▶ Aim of the task: Of all the lines below, output only those starting at the one with "font-size:45px; font-weight:800; line-height:1.1" and ending at the one with "flex:1; display:flex; flex-direction:column;", both ends included, exactly as written.

Collected data entries:
──────
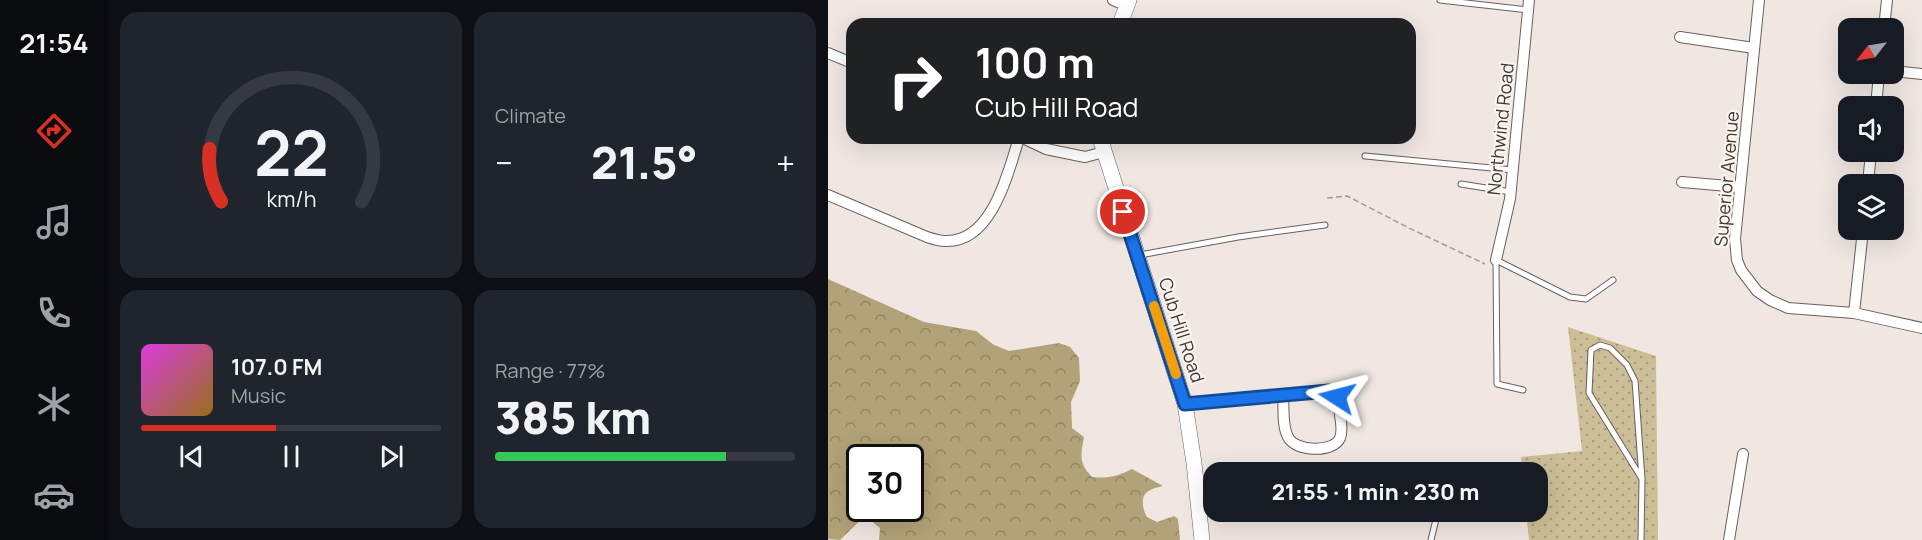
<!DOCTYPE html>
<html lang="en">
<head>
<meta charset="utf-8">
<style>
	body { margin:0; font-family:Manrope,sans-serif; background:#20242c; color:#f1f3f6; height:100vh; display:flex; flex-direction:column; font-size:22px; white-space:nowrap }
	* { box-sizing:border-box; margin:0 }
	p { font-size:20px; color:#9ea1a6 }
	.icon { flex:none; width:33px; height:33px; fill:none; stroke:currentColor; stroke-width:2; stroke-linecap:round; stroke-linejoin:round }
	.map { position:relative; flex:1; overflow:hidden }
	.drawer { display:flex; flex-direction:column; gap:12px; padding:12px; background:#0d0f14; width:720px }
	.drawer>* { flex:none }
	.top-card { position:absolute; left:18px; top:18px; width:570px; height:126px; border-radius:18px; box-shadow:0 6px 24px #0002; background:#202124; color:#fff; overflow:hidden }
	.needle { width:39px; rotate:239deg }
	.controls { position:absolute; left:1010px; top:18px; display:grid; gap:12px }
	.controls a { display:grid; place-items:center; width:66px; height:66px; border-radius:12px; background:#171b24; box-shadow:0 6px 24px #0002; font-size:30px }
	.speed { position:absolute; left:18px; top:444px; display:flex; gap:12px; font-size:30px; font-weight:700; text-align:center }
	.speed>* { display:grid; place-content:center; width:78px; height:78px; border-radius:50%; background:#171b24; box-shadow:0 6px 24px #0002; line-height:1 }
	.speed .limit { border:3px solid #111; border-radius:9px; background:#fff; color:#111 }
	.pin { position:absolute; display:grid; place-items:center; width:51px; height:51px; color:#fff; margin:-26px; border:3px solid #fff; border-radius:50%; box-shadow:0 2px 6px #0007 }
	.me { position:absolute; width:66px; margin:-33px; rotate:279deg; stroke-linejoin:round; filter:drop-shadow(0 0 4px #0008) }
	.turn { display:flex; align-items:center; gap:21px; height:126px; padding:0 30px; font-size:27px }
	.turn .icon { width:78px; height:78px; stroke-width:2.5 }
	.turn b { display:block; font-size:42px; line-height:51px }
	.big { font-size:45px; font-weight:800; line-height:1.1 }
	.drawer .widget { flex:1; display:flex; flex-direction:column; justify-content:center; gap:9px; min-width:0; padding:0 21px; border-radius:18px; background:#20242c }
	.drawer .dial { align-items:center; gap:0 }
	.dial svg { height:156px; overflow:visible; fill:none; stroke:#363941; stroke-width:7; stroke-linecap:round; text-anchor:middle }
	.dial text { fill:#f1f3f6; stroke:none }
	.song { display:flex; align-items:center; gap:18px }
	.cover { width:72px; height:72px; border-radius:9px; background:linear-gradient(135deg,hsl(300 70% 55%),hsl(40 70% 35%)) }
	.played { height:6px; border-radius:3px; background:linear-gradient(90deg,#d93025 45%,#363941 45%) }
	.keys { display:flex; justify-content:space-around; direction:ltr }
	.heat { display:flex; justify-content:space-between; align-items:center; font-size:33px; direction:ltr }
	.charge { height:9px; border-radius:4px; background:linear-gradient(90deg,#34c759 77%,#363941 0) }
	.drawer .tiles { flex:1; display:grid; gap:12px; grid-template-columns:repeat(2,1fr) }
	.trip { position:absolute; left:375px; top:462px; width:345px; height:60px; border-radius:18px; background:#171b24; box-shadow:0 6px 24px #0002; font-weight:800; line-height:60px; text-align:center }
	main { display:flex; flex:1; min-height:0 }
	.tabs { display:flex; flex-direction:column; width:108px; justify-content:space-around; align-items:center; background:#090b0e; color:#9ea1a6 }
	.tabs .icon { width:42px; height:42px }
	.tabs .selected { color:#d93025 }
	.tabs b { font-size:27px; color:#f1f3f6 }
	.map>svg:first-child { display:block }
	.grass { fill:url(#grass-dots) }
	.forest { fill:url(#forest-crowns); fill-rule:evenodd }
	.lines { fill:none; stroke-linecap:round; stroke-linejoin:round }
	.lane-casing { stroke:#68605d; stroke-width:7 }
	.street-casing { stroke:#68605d; stroke-width:12 }
	.secondary-casing { stroke:#68605d; stroke-width:16 }
	.path { stroke:#a09a96; stroke-width:1.5; stroke-dasharray:6 3; stroke-linecap:butt }
	.lane { stroke:#fff; stroke-width:5 }
	.street { stroke:#fff; stroke-width:10 }
	.secondary { stroke:#fff; stroke-width:15 }
	.route-casing { stroke:#114b97; stroke-width:15 }
	.route { stroke:#1a73e8; stroke-width:10 }
	.slow { stroke:#f59e0b; stroke-width:10 }
	.labels { text-anchor:middle; dominant-baseline:central; stroke-width:4.5; stroke-linejoin:round; paint-order:stroke }
	.street-label { font-size:18px; fill:#3b3836; stroke:#fdf4f0 }
</style>
</head>
<body>
<main>
<nav class="tabs">
<b>21:54</b>
<svg class="icon selected" aria-label="directions" viewBox="0 0 24 24"><path d="M12 3l9 9-9 9-9-9zM9 14v-3h6M13 9l2 2-2 2"/></svg>
<svg class="icon" aria-label="music" viewBox="0 0 24 24"><path d="M9 18V5l10-2v13"/><circle cx="6" cy="18" r="3"/><circle cx="16" cy="16" r="3"/></svg>
<svg class="icon" aria-label="phone" viewBox="0 0 24 24"><path d="M5 4h4l2 5-3 2q2 4 5 5l2-3 5 2v4C11 20 4 13 5 4z"/></svg>
<svg class="icon" aria-label="climate" viewBox="0 0 24 24"><path d="M12 3v18M4 7l16 10M4 17L20 7"/></svg>
<svg class="icon" aria-label="car" viewBox="0 0 24 24"><path d="M5 17H2v-5l4-1 3-4h7l3 4 3 1v5h-3M9 17h6M6 11h13"/><circle cx="7" cy="17" r="2"/><circle cx="17" cy="17" r="2"/></svg>
</nav>
<section class="drawer">
<div class="tiles">
<div class="widget dial"><svg viewBox="0 0 100 80">
<path d="M14 69A42 42 0 1 1 86 69"/>
<path d="M14 69A42 42 0 0 1 8 42" stroke="#d93025"/>
<text x="50" y="56" font-size="32" font-weight="700">22</text>
<text x="50" y="72" font-size="11">km/h</text>
</svg></div>
<div class="widget"><p>Climate</p>
<div class="heat"><a>−</a><b class="big">21.5°</b><a>+</a></div>
</div>
<div class="widget">
<div class="song"><i class="cover"></i><div><b>107.0 FM</b><p>Music</p></div></div>
<div class="played"></div>
<div class="keys"><svg class="icon" aria-label="previous" viewBox="0 0 24 24"><path d="M18 5L8 12l10 7zM5 5v14"/></svg><svg class="icon" aria-label="pause" viewBox="0 0 24 24"><path d="M8 5v14M16 5v14"/></svg><svg class="icon" aria-label="next" viewBox="0 0 24 24"><path d="M6 5l10 7-10 7zM19 5v14"/></svg></div>
</div>
<div class="widget"><p>Range · 77%</p><b class="big">385 km</b><div class="charge"></div></div>
</div>
</section>
<div class="map">
<svg width="1094" height="540" viewBox="0 0 1094 540">
	<defs>
		<pattern id="grass-dots" width="8" height="8" patternUnits="userSpaceOnUse" patternTransform="scale(1.5)"><rect width="8" height="8" fill="#ccbe97"/><path d="M2 2h.1M6 6h.1" fill="none" stroke="#a79b7c" stroke-width="1.8" stroke-linecap="round"/></pattern>
		<pattern id="forest-crowns" width="20" height="18" patternUnits="userSpaceOnUse" patternTransform="scale(1.5)"><rect width="20" height="18" fill="#b2a277"/><path d="M2 6a3 3 0 1 1 6 0M12 15a3 3 0 1 1 6 0" fill="none" stroke="#928562"/></pattern>
	</defs>
	<rect width="100%" height="100%" fill="#f0e7e3"/>
	<polygon class="grass" points="740,327 828,356 830,540 701,540 698,512 710,512 710,472 694,472 693,457 754,451"/>
	<path class="forest" d="M0,279l96,43 52,9 18,14 15,6 50,-8 11,4 9,11 1,23 -9,21 1,26 12,9c-3,18 -6,25 8,40 15,2 26,-1 40,-8l31,17c-5,1 -12,3 -16,6 -7,5 -4,19 0,25l10,5 17,-6 4,3 2,21h-301l1,-12 -15,-12 -25,24 -12,-1zM32,458h50v50h-50z"/>
	<g class="lines">
		<defs>
			<g id="lane">
				<polyline points="612,0 700,10"/>
				<polyline points="537,156 685,170"/>
				<polyline points="633,184 683,192"/>
				<polyline points="312,255 410,237 497,225"/>
				<polyline points="695,390 669,384 668,260 742,297 758,299 785,280"/>
				<polyline points="603,540 608,519 614,512"/>
				<polyline points="813,540 814,479 807,381 799,365 782,348 772,345 763,350 761,393 814,479"/>
			</g>
			<g id="street">
				<polyline points="285,0 299,6"/>
				<polyline points="931,0 907,239 909,260 913,270 929,291 942,300 960,308 1026,313 1094,328"/>
				<polyline points="1056,28 1059,0"/>
				<polyline points="852,37 926,48"/>
				<polyline points="0,53 24,63"/>
				<polyline points="1065,71 1094,74"/>
				<polyline points="1048,106 1051,74"/>
				<polyline points="195,138 218,149 257,157 276,152"/>
				<polyline points="854,182 912,187"/>
				<polyline points="1040,184 1043,152"/>
				<path d="M0,195l99,42c6,2 12,4 18,4 47,2 63,-68 74,-103"/>
				<polyline points="668,260 682,199 701,0"/>
				<polyline points="1026,313 1035,230"/>
				<path d="M357,404l144,-13 5,2c5,7 6,14 6,22 1,7 3,16 0,23 -6,15 -45,14 -52,-1 -6,-11 -4,-29 -5,-42"/>
				<polyline points="901,540 915,454"/>
			</g>
			<g id="secondary">
				<polyline points="292,24 301,0"/>
				<polyline points="272,138 357,404 366,463 374,540"/>
			</g>
		</defs>
		<use href="#lane" class="lane-casing"/>
		<use href="#street" class="street-casing"/>
		<use href="#secondary" class="secondary-casing"/>
		<polyline class="path" points="499,198 519,196 581,228 657,264"/>
		<use href="#lane" class="lane"/>
		<use href="#street" class="street"/>
		<use href="#secondary" class="secondary"/>
	</g>
	<g class="lines">
		<defs>
			<polyline id="route" points="295,212 357,404 501,391 509,397"/>
		</defs>
		<use href="#route" class="route-casing"/>
		<use href="#route" class="route"/>
		<polyline class="slow" points="326,306 348,374"/>
	</g>
	<g class="labels">
		<g class="street-label">
			<text transform="translate(672 129) rotate(-84)">Northwind Road</text>
			<text transform="translate(898 179) rotate(-85)">Superior Avenue</text>
			<text transform="translate(354 330) rotate(72)">Cub Hill Road</text>
		</g>
	</g>
</svg>
<div class="controls">
<a><svg class="needle" viewBox="-14 -14 28 28"><path d="M0-13l5 13h-10z" fill="#e53935"/><path d="M0 13l5-13h-10z" fill="#9ea1a6"/></svg></a>
<a><svg class="icon" aria-label="sound" viewBox="0 0 24 24"><path d="M4 9h4l5-4v14l-5-4H4zM17 9q2 3 0 6"/></svg></a>
<a><svg class="icon" aria-label="layers" viewBox="0 0 24 24"><path d="M12 4l9 5-9 5-9-5zM3 14l9 5 9-5"/></svg></a>
</div>
<div class="speed"><div class="limit">30</div></div>
<div class="pin" style="left:295px;top:212px;background:#d93025"><svg class="icon" aria-label="arrive" viewBox="0 0 24 24"><path d="M6 21V4h12l-3 4 3 4H6"/></svg></div>
<svg class="me" style="left:509px;top:397px" viewBox="-20 -20 40 40"><path d="M0-17L14 15 0 8-14 15z" fill="#1a73e8" stroke="#fff" stroke-width="4"/></svg>
<div class="trip">21:55 · 1 min · 230 m</div>
<div class="top-card">
<div class="turn"><svg class="icon" aria-label="right" viewBox="0 0 24 24"><path d="M7 20v-9h11M14 6l5 5-5 5"/></svg><div><b>100 m</b>Cub Hill Road</div></div>
</div>
</div>
</main>
</body>
</html>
──────
▶ Answer section:
	.big { font-size:45px; font-weight:800; line-height:1.1 }
	.drawer .widget { flex:1; display:flex; flex-direction:column; justify-content:center; gap:9px; min-width:0; padding:0 21px; border-radius:18px; background:#20242c }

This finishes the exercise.